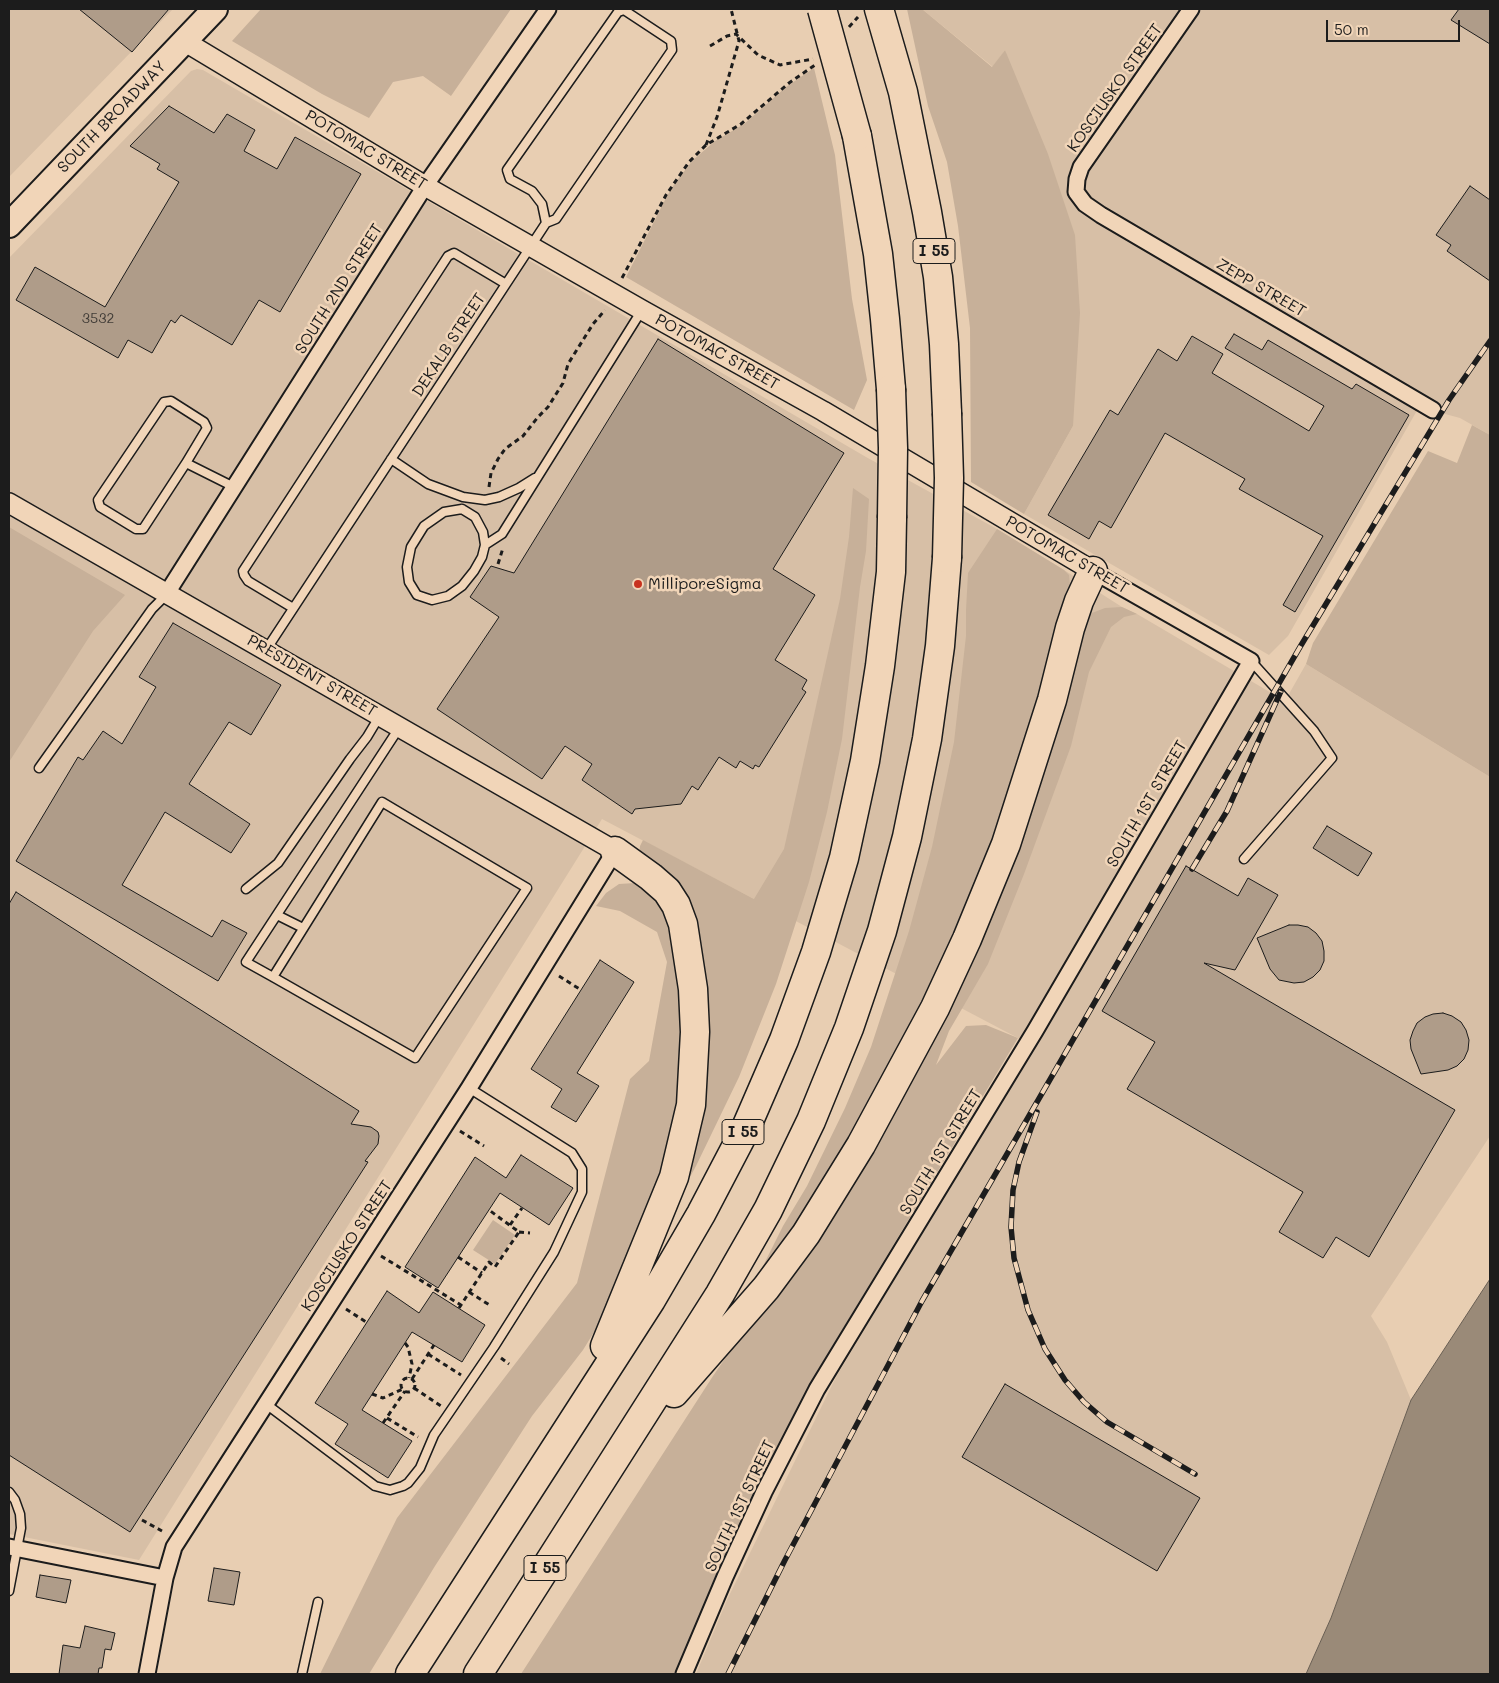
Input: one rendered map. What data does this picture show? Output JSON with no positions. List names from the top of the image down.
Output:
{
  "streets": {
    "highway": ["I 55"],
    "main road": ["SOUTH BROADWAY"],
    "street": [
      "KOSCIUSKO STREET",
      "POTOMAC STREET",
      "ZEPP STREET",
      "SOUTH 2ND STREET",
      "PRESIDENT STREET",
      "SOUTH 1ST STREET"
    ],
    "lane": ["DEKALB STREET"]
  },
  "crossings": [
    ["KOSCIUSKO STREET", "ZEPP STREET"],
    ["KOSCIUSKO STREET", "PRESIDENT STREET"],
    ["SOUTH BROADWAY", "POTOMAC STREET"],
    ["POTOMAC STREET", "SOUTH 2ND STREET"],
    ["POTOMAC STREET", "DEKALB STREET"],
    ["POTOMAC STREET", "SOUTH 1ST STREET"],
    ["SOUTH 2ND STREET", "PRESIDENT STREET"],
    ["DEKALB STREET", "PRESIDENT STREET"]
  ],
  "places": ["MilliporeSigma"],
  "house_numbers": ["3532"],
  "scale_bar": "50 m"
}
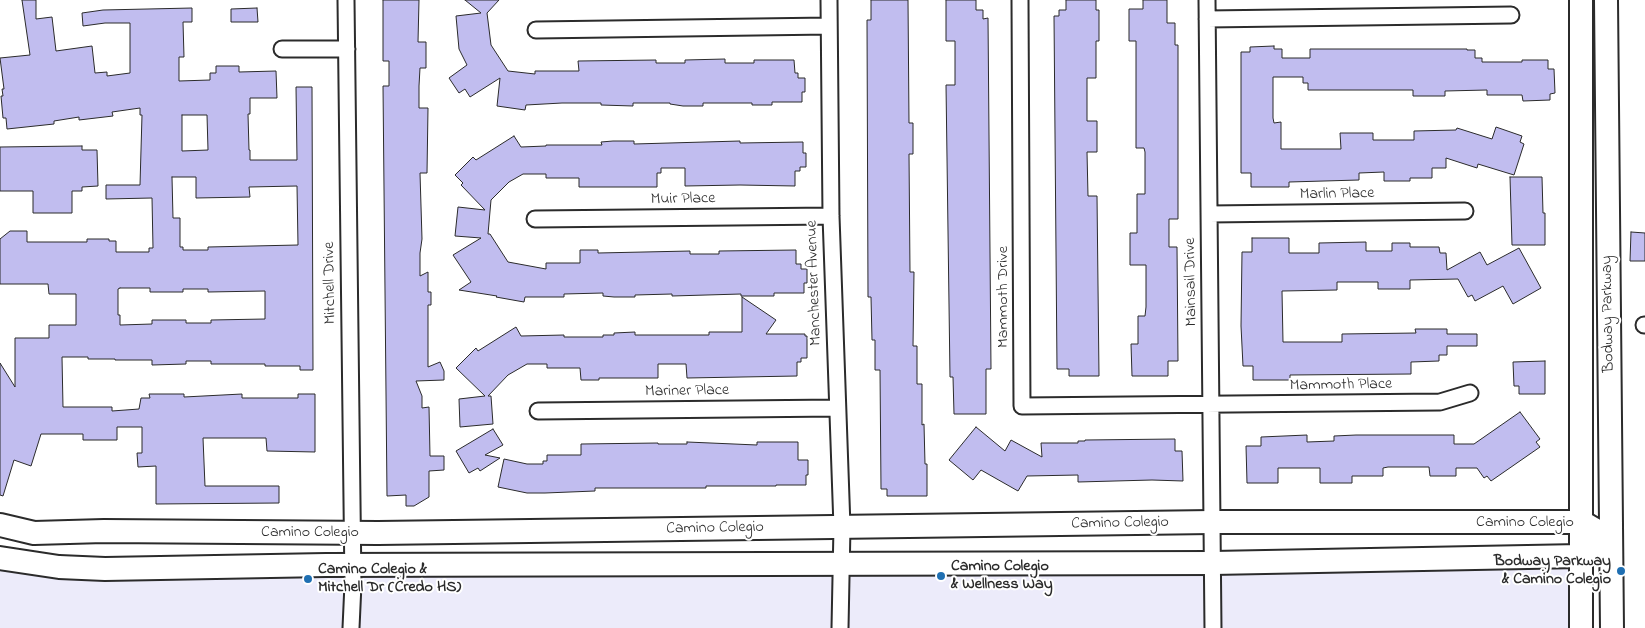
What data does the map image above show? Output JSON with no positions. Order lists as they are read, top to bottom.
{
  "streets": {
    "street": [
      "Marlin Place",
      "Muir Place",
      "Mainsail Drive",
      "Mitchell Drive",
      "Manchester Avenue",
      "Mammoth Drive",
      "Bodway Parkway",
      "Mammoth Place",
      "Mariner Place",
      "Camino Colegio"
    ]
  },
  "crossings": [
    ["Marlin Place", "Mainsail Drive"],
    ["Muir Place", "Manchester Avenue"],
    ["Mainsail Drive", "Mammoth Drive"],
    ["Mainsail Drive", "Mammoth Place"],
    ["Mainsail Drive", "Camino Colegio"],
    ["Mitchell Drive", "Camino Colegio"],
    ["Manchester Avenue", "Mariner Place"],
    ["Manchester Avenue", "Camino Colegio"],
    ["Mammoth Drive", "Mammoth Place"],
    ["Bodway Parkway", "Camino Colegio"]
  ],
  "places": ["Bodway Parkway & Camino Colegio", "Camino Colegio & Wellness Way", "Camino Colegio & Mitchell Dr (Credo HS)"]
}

___

Problem statement.
In full and without error, repeat the listing above, omitting its images.

Task answer.
Input: one rendered map. What data does this picture show? Output JSON with no positions. List names from the top of the image down.
Output:
{
  "streets": {
    "highway": ["I 55"],
    "main road": ["SOUTH BROADWAY"],
    "street": [
      "KOSCIUSKO STREET",
      "POTOMAC STREET",
      "ZEPP STREET",
      "SOUTH 2ND STREET",
      "PRESIDENT STREET",
      "SOUTH 1ST STREET"
    ],
    "lane": ["DEKALB STREET"]
  },
  "crossings": [
    ["KOSCIUSKO STREET", "ZEPP STREET"],
    ["KOSCIUSKO STREET", "PRESIDENT STREET"],
    ["SOUTH BROADWAY", "POTOMAC STREET"],
    ["POTOMAC STREET", "SOUTH 2ND STREET"],
    ["POTOMAC STREET", "DEKALB STREET"],
    ["POTOMAC STREET", "SOUTH 1ST STREET"],
    ["SOUTH 2ND STREET", "PRESIDENT STREET"],
    ["DEKALB STREET", "PRESIDENT STREET"]
  ],
  "places": ["MilliporeSigma"],
  "house_numbers": ["3532"],
  "scale_bar": "50 m"
}
What data does the map image above show? Output JSON with no positions. Order lists as they are read, top to bottom.
{
  "streets": {
    "street": [
      "Marlin Place",
      "Muir Place",
      "Mainsail Drive",
      "Mitchell Drive",
      "Manchester Avenue",
      "Mammoth Drive",
      "Bodway Parkway",
      "Mammoth Place",
      "Mariner Place",
      "Camino Colegio"
    ]
  },
  "crossings": [
    ["Marlin Place", "Mainsail Drive"],
    ["Muir Place", "Manchester Avenue"],
    ["Mainsail Drive", "Mammoth Drive"],
    ["Mainsail Drive", "Mammoth Place"],
    ["Mainsail Drive", "Camino Colegio"],
    ["Mitchell Drive", "Camino Colegio"],
    ["Manchester Avenue", "Mariner Place"],
    ["Manchester Avenue", "Camino Colegio"],
    ["Mammoth Drive", "Mammoth Place"],
    ["Bodway Parkway", "Camino Colegio"]
  ],
  "places": ["Bodway Parkway & Camino Colegio", "Camino Colegio & Wellness Way", "Camino Colegio & Mitchell Dr (Credo HS)"]
}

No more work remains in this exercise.